PROBLEM TO WORK ON: Return every line of the data below exactly, but do not include the images.
-- MATERIAL PROVIDED follows --
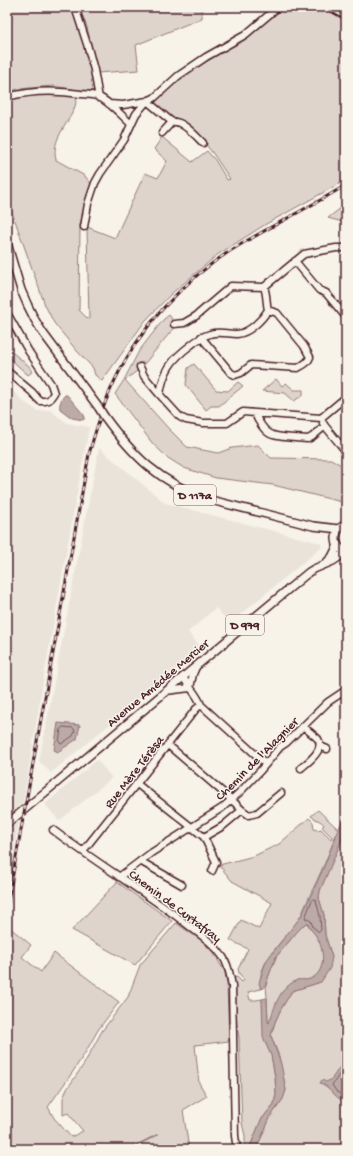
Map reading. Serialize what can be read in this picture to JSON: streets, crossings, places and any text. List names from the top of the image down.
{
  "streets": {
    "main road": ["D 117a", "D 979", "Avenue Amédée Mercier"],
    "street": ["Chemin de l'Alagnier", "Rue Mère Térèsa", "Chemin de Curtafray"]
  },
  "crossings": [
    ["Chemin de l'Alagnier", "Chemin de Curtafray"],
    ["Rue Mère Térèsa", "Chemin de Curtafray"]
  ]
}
-- MATERIAL PROVIDED concluded --
WORKED SOLUTION:
Map reading. Serialize what can be read in this picture to JSON: streets, crossings, places and any text. List names from the top of the image down.
{
  "streets": {
    "main road": ["D 117a", "D 979", "Avenue Amédée Mercier"],
    "street": ["Chemin de l'Alagnier", "Rue Mère Térèsa", "Chemin de Curtafray"]
  },
  "crossings": [
    ["Chemin de l'Alagnier", "Chemin de Curtafray"],
    ["Rue Mère Térèsa", "Chemin de Curtafray"]
  ]
}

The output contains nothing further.